Una vez dentro, Ana contempló a través de la ventana del salón el espejo plateado en que se había convertido el lago a aquella hora del anochecer.

—Mi habitación es la que queda a la izquierda de la escalera. Puedes quedarte con la otra, que tiene vistas al lago. La que está al fondo es… era el gabinete de Robin.

Ana asintió con la cabeza.

—Esto es el salón, y allá al fondo queda el comedor. Estas puertas conducen al muelle. Allí está la cocina, y aquí mi despacho —explicó mientras recorría la casa—. En esta planta hay un aseo, y arriba un baño completo.

Garrett se interrumpió un instante, cayendo en la cuenta de lo íntima que iba a resultar aquella convivencia.

—Mañana estableceremos un horario para ver a qué hora usamos cada uno el baño y la cocina. La mujer del guarda viene una vez a la semana a limpiar, pero tú tendrás que lavar tu ropa, tus platos, y todo lo que ensucies.

Ana siguió asintiendo con la cabeza. Se hizo un silencio incómodo.

—Voy a descargar mi equipaje —dijo Garrett.

Ana se despertó a la mañana siguiente con el sonido de un pajarito que trinaba con insistencia tras su ventana. La tenue claridad que se filtraba por el cristal le hizo saber que aún era muy temprano. Se había acostado agotada por el viaje y la descarga del equipaje, pero sabía que no podría dormirse otra vez. Separó las sábanas para incorporarse, y se levantó. Se acercó entonces a la ventana.

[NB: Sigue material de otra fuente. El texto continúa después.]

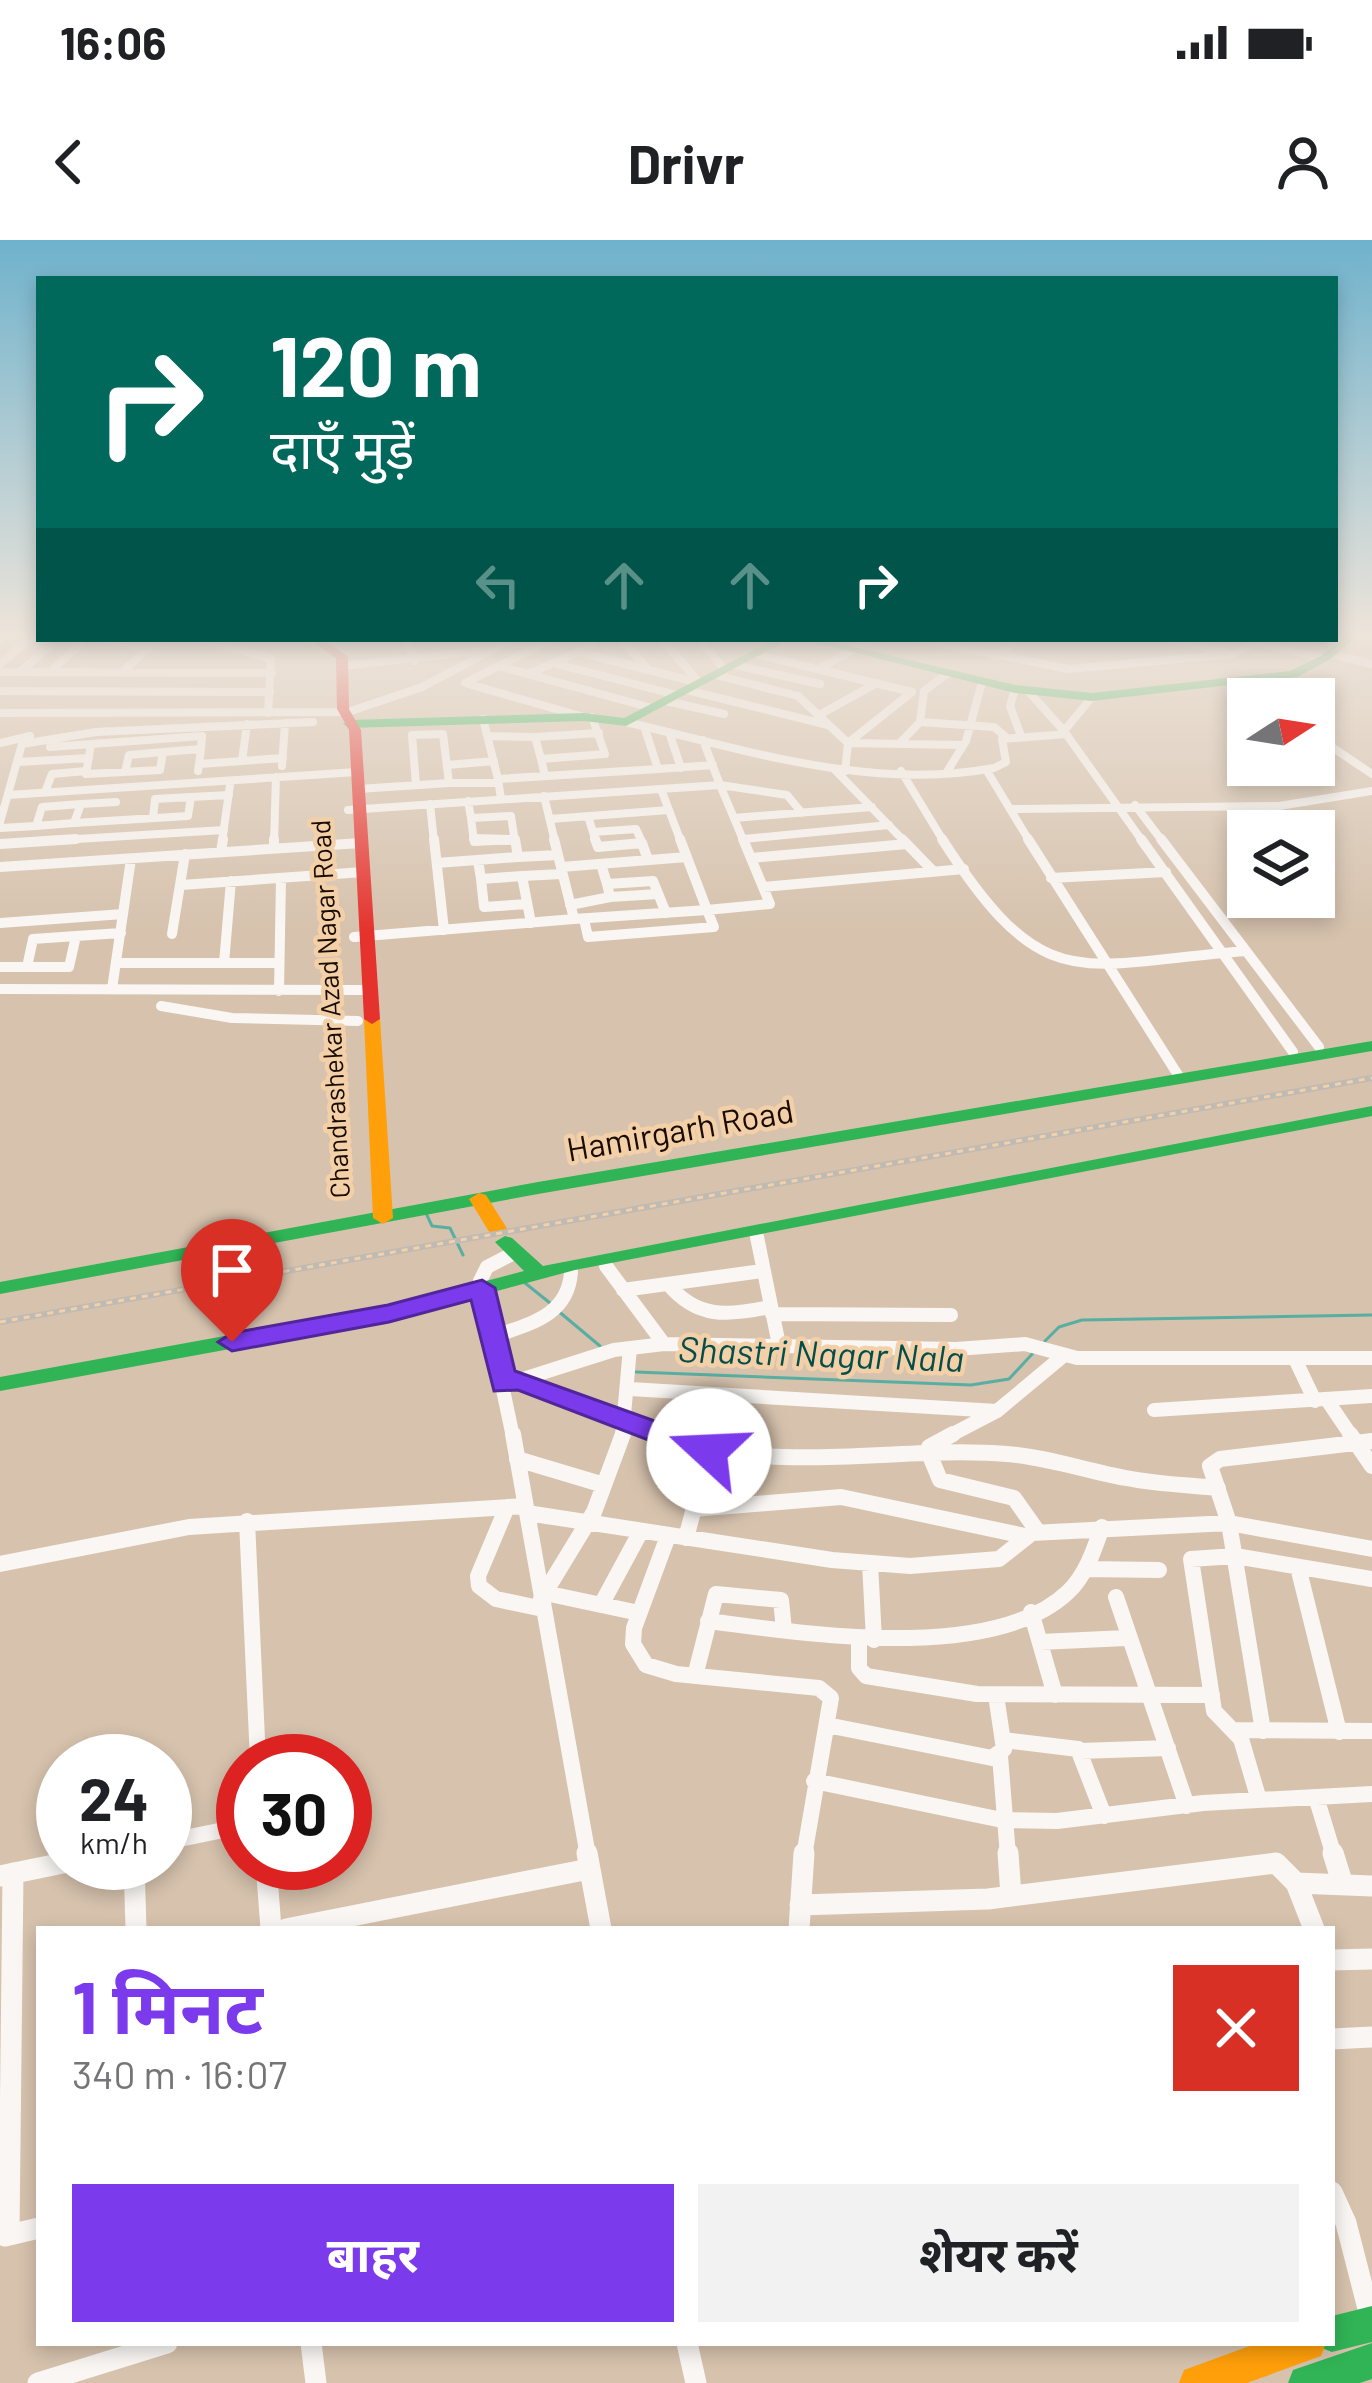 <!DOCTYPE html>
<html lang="hi">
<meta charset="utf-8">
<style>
body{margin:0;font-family:Barlow,"Noto Sans Devanagari",sans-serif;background:#f2f2f2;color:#202124;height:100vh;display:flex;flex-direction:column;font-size:45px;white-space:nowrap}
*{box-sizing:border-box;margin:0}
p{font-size:39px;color:#757577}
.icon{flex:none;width:66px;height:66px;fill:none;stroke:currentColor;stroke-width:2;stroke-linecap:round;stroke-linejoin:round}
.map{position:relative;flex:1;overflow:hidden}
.sheet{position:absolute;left:36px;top:1686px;width:1299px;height:420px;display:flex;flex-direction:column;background:#fff;border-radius:0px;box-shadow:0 6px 18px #0003}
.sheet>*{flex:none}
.top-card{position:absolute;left:36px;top:36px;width:1302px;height:366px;border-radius:0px;box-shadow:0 6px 18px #0003;background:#00695c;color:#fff;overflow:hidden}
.needle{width:78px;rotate:78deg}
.fabs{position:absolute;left:1227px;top:438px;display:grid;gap:24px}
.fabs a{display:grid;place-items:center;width:108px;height:108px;border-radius:0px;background:#fff;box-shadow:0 6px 18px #0003;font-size:60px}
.speed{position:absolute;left:36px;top:1494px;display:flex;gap:24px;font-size:60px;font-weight:700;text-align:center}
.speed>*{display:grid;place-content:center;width:156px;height:156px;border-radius:50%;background:#fff;box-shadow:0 6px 18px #0003;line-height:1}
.speed small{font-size:30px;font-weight:400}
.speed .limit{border:18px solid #d22;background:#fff;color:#111}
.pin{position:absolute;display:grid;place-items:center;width:102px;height:102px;color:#fff;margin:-123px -51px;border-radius:50% 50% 50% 0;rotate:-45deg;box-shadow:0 0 12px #0007}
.pin .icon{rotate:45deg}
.me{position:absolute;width:132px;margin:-66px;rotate:290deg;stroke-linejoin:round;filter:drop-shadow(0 0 9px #0008)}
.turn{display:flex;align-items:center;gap:42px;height:252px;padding:0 36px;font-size:54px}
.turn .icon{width:156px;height:156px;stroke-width:2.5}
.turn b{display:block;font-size:84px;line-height:102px}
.lanes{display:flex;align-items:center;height:114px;padding:0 36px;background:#0003;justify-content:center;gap:60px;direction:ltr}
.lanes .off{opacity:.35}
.round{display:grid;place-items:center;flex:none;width:126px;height:126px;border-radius:0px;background:#f2f2f2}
.summary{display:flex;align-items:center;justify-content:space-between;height:204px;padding:0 36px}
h1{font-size:72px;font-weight:700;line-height:90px;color:#7c3aed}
.primary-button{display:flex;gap:24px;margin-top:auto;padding:24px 36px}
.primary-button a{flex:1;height:138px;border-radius:0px;background:#7c3aed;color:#fff;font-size:48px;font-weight:700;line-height:138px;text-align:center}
.primary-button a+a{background:#f2f2f2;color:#202124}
.status{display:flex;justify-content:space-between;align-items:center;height:84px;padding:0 60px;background:#fff;direction:ltr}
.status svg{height:33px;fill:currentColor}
header{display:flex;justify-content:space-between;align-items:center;height:156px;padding:0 36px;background:#fff;font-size:54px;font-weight:700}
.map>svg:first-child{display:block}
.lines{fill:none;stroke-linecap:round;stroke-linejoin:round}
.stream{stroke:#59aea2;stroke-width:3}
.street-far4{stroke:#f9f6f3;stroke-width:8}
.street-far3{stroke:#f9f6f3;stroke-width:10}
.street-far2{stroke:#f9f6f3;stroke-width:14}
.street-far1{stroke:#f9f6f3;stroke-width:16}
.street{stroke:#f9f6f3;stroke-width:21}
.fast{fill:#30b455;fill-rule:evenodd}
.slow{fill:#ff9f0a;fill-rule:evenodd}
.jam{fill:#e5322d;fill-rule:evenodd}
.rail-casing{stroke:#bebab4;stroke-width:6}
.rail{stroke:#f4d0a9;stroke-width:3;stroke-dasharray:6;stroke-linecap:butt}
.route{fill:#7c3aed;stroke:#51269a;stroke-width:3}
.labels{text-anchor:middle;stroke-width:9;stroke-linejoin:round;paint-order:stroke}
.far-street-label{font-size:27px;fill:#190d02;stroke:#f4d0a9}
.street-label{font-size:33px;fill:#190d02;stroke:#f4d0a9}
.water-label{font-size:36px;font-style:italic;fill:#034e4a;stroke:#f4d0a9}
</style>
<div class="status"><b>16:06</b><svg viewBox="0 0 49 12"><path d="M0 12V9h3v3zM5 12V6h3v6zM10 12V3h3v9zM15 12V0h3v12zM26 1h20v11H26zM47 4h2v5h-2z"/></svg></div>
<header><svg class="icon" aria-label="back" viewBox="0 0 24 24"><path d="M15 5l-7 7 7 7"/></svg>Drivr<svg class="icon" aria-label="person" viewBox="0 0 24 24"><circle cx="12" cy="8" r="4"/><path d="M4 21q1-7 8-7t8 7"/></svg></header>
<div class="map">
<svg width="1372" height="2143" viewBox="0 0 1372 2143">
<rect width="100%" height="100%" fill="#d6c2ad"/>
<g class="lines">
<path class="stream" d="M425,971l7,15 18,2 13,27
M525,1043l25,20
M557,1070l43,36
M1045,1101l14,-14 23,-7 290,-5
M636,1132l335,13 38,-6 25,-27"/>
<path class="street-far4" d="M104,399l44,10
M202,399l69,20 -3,54
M408,399l6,22
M552,399l-87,44 119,34
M621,399l28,31
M661,399l39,44
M699,399l26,31
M917,399l152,30 165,-15 28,-15
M1170,399l53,12
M0,400l10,-8
M1256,403l69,15
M578,412l122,31
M755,414l157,38 -64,51
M1330,414l42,10
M994,416l27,-17
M553,423l124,32
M0,424l38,-32
M735,425l85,19
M342,426l138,-15
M498,426l154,42
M819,429l53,-30
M0,432l272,1
M20,432l38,-33
M50,432l36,-33
M122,432l37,-33
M528,434l60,-26 7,-9
M716,435l82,21 50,47 -3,28
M1234,444l25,15
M1015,449l-5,17 11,30
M687,450l141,35
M0,451l270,1
M1029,452l35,39
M1092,457l-28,34 79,111
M666,461l58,13
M0,473l348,-1 74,-25 91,-48
M819,475l58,-32
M483,479l15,60
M626,482c120,28 244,69 368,46l12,-6 -4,-23 64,-5
M920,482l74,5 12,10
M669,492l12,36
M1314,495l58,39
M202,496l-1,13 -38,3 -3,18 -74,4 5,-30z
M489,496l46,1
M0,503l30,-7
M848,503l115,2
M899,504l21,-22 4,-31 23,-17
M50,507l41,-3
M541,519l-6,-22 64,-4
M242,521l5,-37
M18,522l71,-4
M199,524l2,-15
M447,525l47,-4
M282,526l3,-43
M658,529l55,-4
M835,530l70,72
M948,530l18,-29 16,-59
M198,531l1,-7 84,-6
M901,531l43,71
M987,531l43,71
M125,532l4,-17 34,-3
M545,536l-4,-17 64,-5 -13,-37
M449,543h49
M358,549l91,-6 -6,-49 -31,1 4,50
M661,549l20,53
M45,552l7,-18 34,-3
M8,555l349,-23
M544,556l11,46
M501,559l-3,-20 160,-10 -14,-43
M468,561l3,17 40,-2 4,26
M81,564l-7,19 -38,3 6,-19z
M81,564l35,-2
M430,564l4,38
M1135,565l28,37
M1010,569l269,-3 93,-15
M348,570l372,-25 -17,-45
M588,576l8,26
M153,578l2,-19 36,-2
M471,578l3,24 41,-2
M734,578l138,-11
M550,579l119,-9
M0,582l22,-78 74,-12 217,-10
M74,583l114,-7 3,-19 38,-2
M0,588l36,-2
M593,592l43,-3 6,13
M743,599l146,-14
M28,602l196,-12
M222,602l8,-57
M274,602l2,-65
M744,602l-24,-57 67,10 15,18"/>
<path class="street-far3" d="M434,599l10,91
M474,599l41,1
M554,599l7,28
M595,599l3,8 44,-4 6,17
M680,599l27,71 63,-6 -27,-65
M902,599l32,33
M942,599c103,161 136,125 304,112
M1028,599l152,239
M1141,599l152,213
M1161,599l158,208
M0,604l76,-5
M274,609v-10
M221,612l2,-13
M518,617l40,-2
M751,618l156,-14
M478,620l3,19 41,-3 9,47
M437,623l81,-6 -3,-18
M601,624l6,20 46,-3 13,32
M0,627l361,-24
M522,636l40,-2
M1051,638l115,-6
M481,639l3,28 43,-3
M231,641l-7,82h52
M607,644l3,13 48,-3
M181,645l182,-13
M763,647l201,-18
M570,665l40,-8
M584,679l4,18 126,-10 -7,-17 -133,9 -13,-52 126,-10
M0,683l123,-9
M172,694l13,-80
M354,697l220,-18
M116,723h108
M0,727h69l7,-31 45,-3
M27,727l6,-28 43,-3
M0,749l369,1
M112,749l19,-130
M279,751l2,-113
M161,766l71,12 126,3"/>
<path class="street-far2" d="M757,997l22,108
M606,1026l58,78
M668,1044c29,35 60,32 102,23
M623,1050l139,-19
M772,1074l179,1
M492,1097c36,-13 76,-20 79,-65
M1295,1119l20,42
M518,1140l148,57
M504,1145l110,-35 50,-6 292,5 69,-5 52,14h295
M630,1149l367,22
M1327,1160l25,37
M1154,1170l218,-14
M513,1197l-33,-156 7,-14 27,-14
M622,1197l8,-89
M947,1197l50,-26 66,-55"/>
<path class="street-far1" d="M513,1194l75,422
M658,1194c114,44 231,11 349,20 40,3 80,17 119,24 30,6 61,7 92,10
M1350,1194l22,32
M1372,1201l-152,18 -10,7 19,57 143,26
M929,1207l24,-13
M928,1211l12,29 74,18 24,34
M517,1219l87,26
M507,1267l-29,69 1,10 17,13 47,10
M693,1269l148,-12 184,39
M527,1273l305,47 78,6 89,-7 33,-26 197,-10 34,208
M247,1281l11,240
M668,1296l-34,92 -1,16 13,21 30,9 143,14 12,10 -27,158
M686,1298l23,-86
M870,1323l4,77
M0,1324l189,-37 336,-21
M1298,1327l41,165
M1086,1329l73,1
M545,1353l94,20
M1116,1357l71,209
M541,1359l53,-87 29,-78
M601,1365l40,-74
M1031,1372l24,83
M708,1381c94,12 284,43 360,-29 18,-17 26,-42 34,-65
M859,1400v28l7,8 111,18 235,1
M1040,1402l86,-4
M695,1436l21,-82 65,6 3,30
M827,1485l165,33 12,-9 -8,-54
M1235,1490l137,1
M1003,1500l75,9 26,67
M1080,1511l88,-3
M1000,1516l8,100
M814,1541l188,39 55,1 146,-18 169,-9
M1316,1557l18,59
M1259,1560l-18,-61 -27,-28 -23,-152 44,-3 137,23
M165,1602l78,-16"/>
<path class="street" d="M587,1613l14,76
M1008,1613l3,43
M1333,1613l10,32
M134,1623l2,66
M266,1623l5,66
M0,1636l63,-13
M1296,1643l76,3
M800,1665l188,-6 288,-36 20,20 18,46
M286,1689l303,-60
M799,1689l5,-76
M1332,1720l40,-1
M1332,1799l40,-2
M1332,1952l14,31 26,101
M9,1995l4,-362
M5,1996l34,-8
M311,2103l5,40
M687,2103l9,40
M38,2143l129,-40"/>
<path class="fast" d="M1349,392h13l-33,28 -32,17 -205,24 -77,-8 -214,-54h20l194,46 77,8 198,-22 31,-15z
M775,399h15l-164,87 -42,-5 -235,7 -6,-4 6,-4 235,-7 40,5z
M1372,801v10l-834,143 -538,100v-12l538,-100z
M1372,866v10l-797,154 -186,50 -389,71v-14l389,-71 135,-35 -29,-29 10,-6 7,2 31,28z
M1372,2066v36l-40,10 -13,-5 -1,-4h14v-27z
M1372,2103v36l-12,4h-72l5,-13z"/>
<path class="slow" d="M372,774l8,5 13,199 -10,6 -10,-6 -9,-199z
M479,953l7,2 22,35 -3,4h-14l-3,-4 -19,-31z
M1258,2103h68l-5,13 -74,27h-68l5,-13z"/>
<path class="jam" d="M309,399h14l25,18 1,52 12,21 19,289 -8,5 -8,-5 -15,-289 -12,-21 -1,-51z"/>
<defs>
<path id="rail" d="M0,1082l1372,-244"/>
</defs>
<use href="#rail" class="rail-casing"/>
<use href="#rail" class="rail"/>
</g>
<linearGradient id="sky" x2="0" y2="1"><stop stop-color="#6fb2cc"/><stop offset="0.57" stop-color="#ede4da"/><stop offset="1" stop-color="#ede4da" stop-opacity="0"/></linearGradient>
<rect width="1372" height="692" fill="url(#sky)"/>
<path class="route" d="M482,1040l13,8 20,83 204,73 5,7 -5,8h-21l-180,-69 -24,1 -23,-91 -82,22 -157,29 -14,-9 14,-9 156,-28z"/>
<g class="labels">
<g class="far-street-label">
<text transform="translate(331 769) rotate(-93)" y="9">Chandrashekar Azad Nagar Road</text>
</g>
<g class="street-label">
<text transform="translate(680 890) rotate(-10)" y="12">Hamirgarh Road</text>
</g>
<g class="water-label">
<text transform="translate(821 1114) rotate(2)" y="13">Shastri Nagar Nala</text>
</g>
</g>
</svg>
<div class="fabs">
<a><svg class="needle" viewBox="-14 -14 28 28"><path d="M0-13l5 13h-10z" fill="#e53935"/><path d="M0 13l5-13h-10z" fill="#757577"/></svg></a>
<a><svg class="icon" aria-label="layers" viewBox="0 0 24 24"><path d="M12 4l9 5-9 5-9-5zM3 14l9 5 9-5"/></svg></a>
</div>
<div class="speed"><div>24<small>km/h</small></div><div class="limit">30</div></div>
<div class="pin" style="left:232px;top:1102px;background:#d93025"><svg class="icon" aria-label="arrive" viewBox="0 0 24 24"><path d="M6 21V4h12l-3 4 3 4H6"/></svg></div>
<svg class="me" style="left:709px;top:1211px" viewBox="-20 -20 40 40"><circle r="19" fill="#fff"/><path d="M0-13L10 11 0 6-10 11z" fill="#7c3aed"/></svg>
<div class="top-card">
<div class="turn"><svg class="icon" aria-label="right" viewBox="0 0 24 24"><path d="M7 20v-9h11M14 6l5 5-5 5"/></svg><div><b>120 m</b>दाएँ मुड़ें</div></div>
<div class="lanes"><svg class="icon off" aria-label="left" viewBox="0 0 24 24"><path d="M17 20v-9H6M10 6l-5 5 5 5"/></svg><svg class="icon off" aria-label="ahead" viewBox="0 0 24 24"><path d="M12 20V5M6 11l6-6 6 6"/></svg><svg class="icon off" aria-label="ahead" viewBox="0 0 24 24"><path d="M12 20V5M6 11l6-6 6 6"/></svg><svg class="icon" aria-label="right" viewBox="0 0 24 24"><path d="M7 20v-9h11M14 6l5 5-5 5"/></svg></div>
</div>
<section class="sheet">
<div class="summary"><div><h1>1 मिनट</h1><p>340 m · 16:07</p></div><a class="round" style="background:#d93025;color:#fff"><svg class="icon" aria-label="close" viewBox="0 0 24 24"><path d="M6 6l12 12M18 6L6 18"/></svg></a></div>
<div class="primary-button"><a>बाहर</a><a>शेयर करें</a></div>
</section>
</div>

Desde aquella altura se podían contemplar los primeros rayos de sol bailando sobre la superficie del lago, haciéndola brillar. La cabana estaba situada al oeste, y el calor del sol comenzaba a sentirse en el horizonte.

Ana miró hacia abajo y se encontró con uno de los muelles de la cabana del Edén. Aquella imagen le trajo a la cabeza recuerdos de su infancia. Su madre alquilaba todos los veranos una casita en el río Choptank. Era el único lujo que se permitían en todo el año. A Janette, su madre, le encantaba el agua, y había enseñado a nadar a su hija desde muy pequeña. Las dos se bañaban, buceaban, y se sentaban al muelle al anochecer para hablar de sus cosas.

Ana se secó las lágrimas. Aquellos habían sido los momentos más felices de su vida, así que no había razón para llorar. Sacó una toalla del armario y bajó las escaleras de puntillas para no despertar al gruñón de su hermanastro. Se le ocurrió pensar que tendrían que comprar cinta fluorescente color naranja para marcar los límites de cada uno. Estaba segura de que tendría problemas para recordar en qué parte y en cuál no le estaba permitido moverse.

Cuando salió de la casa, la puerta chirrió. Se prometió a sí misma ponerle aceite más tarde. El camino que conducía desde la casa hasta el lago era de baldosas, y estaban cubiertas por las agujas de los pinos. Cuando llegó a la orilla, Ana aspiró profundamente, disfrutando del calor del primer sol de la mañana sobre su rostro. A pesar de la antipatía de Garrett, sintió que podría ser feliz en aquel lugar.